Alors l'aîné des Guissouarn courut à la porte et l'ouvrit toute grande : il ne vit que la nuit claire, n'entendit que la grosse haleine du vent. Il essaya de refermer la porte, mais ne put. Les forces de ses frères réunies aux siennes ne purent pas d'avantage. Alors, ils furent saisis du tremblement de la peur et dirent d'un ton suppliant :
- Au nom de Dieu, parlez! Qui êtes-vous et qu'est-ce qu'il vous faut ?

Rien ne se montra, mais une voix sourde se fit entendre, qui disait :
- Qui je suis, vous l'apprendrez à vos dépens si, tout à l'heure, l'arbre que vous avez mis en travers de la route n'est pas rangé contre le talus. Voilà ce qu'il me faut. Venez.

Ils allèrent tels qu'ils étaient, c'est-à-dire à moitié nus, et confessèrent par la suite qu'ils n'avaient même pas senti le froid, tant l'épouvante les possédait tout entiers. Quand ils arrivèrent près du corps de l'arbre, ils virent qu'une charrette étrange, basse sur roues, attelée de chevaux sans harnais, attendait de pouvoir passer. Croyez qu'ils eurent tôt fait de replacer le sécot de chêne à l'endroit où ils l'avaient trouvé abattu. Et l'Ankou - car c'était lui - toucha ses bêtes, en disant :

- Parce que vous aviez barré la route, vous m'avez fait perdre une heure : c'est une heure que chacun de vous me devra. Et si vous n'aviez pas obéi incontinent à mon injonction, vous n'auriez dû autant d'années de votre vie que l'arbre serait resté de minutes en travers de mon chemin.

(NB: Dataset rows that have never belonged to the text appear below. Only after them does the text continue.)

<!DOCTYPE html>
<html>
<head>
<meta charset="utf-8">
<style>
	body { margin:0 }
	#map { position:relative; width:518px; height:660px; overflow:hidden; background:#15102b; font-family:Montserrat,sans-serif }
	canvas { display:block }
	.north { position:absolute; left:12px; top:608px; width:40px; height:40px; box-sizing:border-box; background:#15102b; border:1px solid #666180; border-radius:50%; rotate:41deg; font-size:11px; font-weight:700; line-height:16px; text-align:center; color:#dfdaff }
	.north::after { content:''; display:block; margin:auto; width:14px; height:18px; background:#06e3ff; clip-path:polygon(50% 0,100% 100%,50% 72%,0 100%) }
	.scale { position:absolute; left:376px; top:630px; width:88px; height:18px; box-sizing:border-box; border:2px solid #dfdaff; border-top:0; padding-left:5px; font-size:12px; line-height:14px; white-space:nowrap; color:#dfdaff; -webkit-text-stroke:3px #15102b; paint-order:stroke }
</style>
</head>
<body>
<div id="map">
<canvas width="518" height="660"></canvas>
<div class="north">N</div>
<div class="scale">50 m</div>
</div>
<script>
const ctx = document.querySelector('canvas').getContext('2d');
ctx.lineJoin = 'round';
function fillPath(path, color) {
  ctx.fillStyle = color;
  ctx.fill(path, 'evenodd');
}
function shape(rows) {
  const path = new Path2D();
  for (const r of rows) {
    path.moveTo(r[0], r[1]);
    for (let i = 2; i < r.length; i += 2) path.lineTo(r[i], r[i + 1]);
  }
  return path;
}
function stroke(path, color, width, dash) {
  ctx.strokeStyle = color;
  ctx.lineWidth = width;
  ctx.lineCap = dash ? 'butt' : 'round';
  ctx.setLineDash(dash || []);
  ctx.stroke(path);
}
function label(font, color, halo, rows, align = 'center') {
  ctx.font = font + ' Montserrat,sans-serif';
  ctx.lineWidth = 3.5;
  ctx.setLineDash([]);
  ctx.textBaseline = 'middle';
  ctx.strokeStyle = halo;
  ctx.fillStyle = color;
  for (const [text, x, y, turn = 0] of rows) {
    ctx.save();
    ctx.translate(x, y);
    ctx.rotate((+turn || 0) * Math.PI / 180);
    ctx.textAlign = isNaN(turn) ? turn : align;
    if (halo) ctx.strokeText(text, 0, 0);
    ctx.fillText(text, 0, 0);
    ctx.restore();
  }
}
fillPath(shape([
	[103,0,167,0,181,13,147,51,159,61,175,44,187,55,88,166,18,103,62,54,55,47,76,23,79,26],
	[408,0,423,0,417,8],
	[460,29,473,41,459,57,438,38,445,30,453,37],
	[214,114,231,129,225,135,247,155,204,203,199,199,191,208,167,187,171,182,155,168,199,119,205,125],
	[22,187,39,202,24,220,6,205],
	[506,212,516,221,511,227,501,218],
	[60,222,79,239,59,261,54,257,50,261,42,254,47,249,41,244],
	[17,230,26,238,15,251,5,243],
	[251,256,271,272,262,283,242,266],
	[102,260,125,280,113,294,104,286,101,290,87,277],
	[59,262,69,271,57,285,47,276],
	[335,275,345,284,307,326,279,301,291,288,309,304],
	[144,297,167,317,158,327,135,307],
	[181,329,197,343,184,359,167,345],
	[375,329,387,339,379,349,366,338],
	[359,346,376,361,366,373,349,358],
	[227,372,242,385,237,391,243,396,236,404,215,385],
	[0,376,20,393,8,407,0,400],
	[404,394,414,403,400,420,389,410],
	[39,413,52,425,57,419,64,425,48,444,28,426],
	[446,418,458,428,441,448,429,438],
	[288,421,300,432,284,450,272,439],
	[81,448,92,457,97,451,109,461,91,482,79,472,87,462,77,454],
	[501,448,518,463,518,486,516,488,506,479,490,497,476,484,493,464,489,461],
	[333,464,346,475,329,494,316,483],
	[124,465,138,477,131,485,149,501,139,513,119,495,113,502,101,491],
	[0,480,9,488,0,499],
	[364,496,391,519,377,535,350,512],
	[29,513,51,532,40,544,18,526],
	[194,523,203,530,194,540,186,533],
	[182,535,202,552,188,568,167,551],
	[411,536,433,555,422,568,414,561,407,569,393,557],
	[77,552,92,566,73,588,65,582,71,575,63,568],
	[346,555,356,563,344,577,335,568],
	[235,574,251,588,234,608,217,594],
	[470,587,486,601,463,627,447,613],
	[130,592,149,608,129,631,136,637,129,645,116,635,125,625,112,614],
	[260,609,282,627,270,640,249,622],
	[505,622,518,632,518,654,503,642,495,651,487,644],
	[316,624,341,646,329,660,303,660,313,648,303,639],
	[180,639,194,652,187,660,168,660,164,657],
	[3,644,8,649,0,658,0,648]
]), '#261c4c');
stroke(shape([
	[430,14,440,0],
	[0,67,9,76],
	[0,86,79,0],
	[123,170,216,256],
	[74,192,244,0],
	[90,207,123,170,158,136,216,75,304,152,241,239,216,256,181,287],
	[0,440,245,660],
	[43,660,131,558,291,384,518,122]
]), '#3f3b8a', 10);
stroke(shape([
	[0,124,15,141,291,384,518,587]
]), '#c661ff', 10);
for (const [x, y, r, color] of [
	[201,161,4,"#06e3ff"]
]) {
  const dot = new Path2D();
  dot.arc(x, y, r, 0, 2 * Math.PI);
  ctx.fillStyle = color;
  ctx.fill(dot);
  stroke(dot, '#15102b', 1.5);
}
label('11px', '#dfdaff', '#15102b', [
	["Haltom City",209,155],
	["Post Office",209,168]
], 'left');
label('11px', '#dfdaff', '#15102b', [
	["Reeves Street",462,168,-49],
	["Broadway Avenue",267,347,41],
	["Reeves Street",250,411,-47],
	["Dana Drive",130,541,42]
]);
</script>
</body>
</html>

(Conté par un maçon. Callac.)


Le char de la mort

C'était un soir, en juin, dans le temps qu'on laisse les chevaux dehors toute la nuit.

Un jeune homme de trézélan était allé conduire les siens aux près. Comme il s'en revenait en sifflant, dans la claire nuit, car il y avait grande lune, il entendit venir à l'encontre de lui, par le chemin, une charrette dont l'essieu mal graissé faisait : Wik! wik!

Il ne douta pas que ce ne fût karriguel ann Ankou (la charrette, ou mieux la brouette de la Mort).
- A la bonne heure, se dit-il, je vais donc voir enfin de mes propres yeux cette charrette dont on parle tant!
Et il escalada le fossé où il se cacha dans une touffe de noisetiers. De là il pouvait voir sans être vu.

La charrette approchait. Elle était traînée par trois chevaux blancs attelés en flèche. Deux hommes l'accompagnaient, tous deux vêtus de noir et coiffés de feutres aux larges bords. L'un d'eux condusait par la bride le cheval de tête, l'autre se tenait debout à l'avant du char.

Comme le char arrivait en face de la touffe de noisetiers où se dissimulait le jeune homme, l'essieu eut un craquement sec.
- Arrête ! dit l'homme de la voiture à celui qui menait les chevaux .
Celui-ci cria: Ho! et tout l'équipage fit halte.
- La cheville de l'essieu vient de casser, reprit l'Ankou. Va couper de quoi en faire une neuve à la touffe de noisetiers que voici.
- Je suis perdu! pensa le jeune homme qui déplorait bien fort en ce moment son indiscrète curiosité.

Il n'en fut cependant pas puni sur-le-champ. Le charretier coupa une branche, la tailla, l'introduisit dans l'essieu, et, cela fait, les chevaux se remirent en marche. Le jeune homme put rentrer chez lui sain et sauf, mais, vers le matin, une fièvre inconnue le prit, et le jour suivant, on l'enterrait.

(Conté par François Omnès de Bégard, plus connue sous le nom de Fantic Jan ar Gac (Françoise [fille de] Jeanne Le Gac). - Septembre 1890.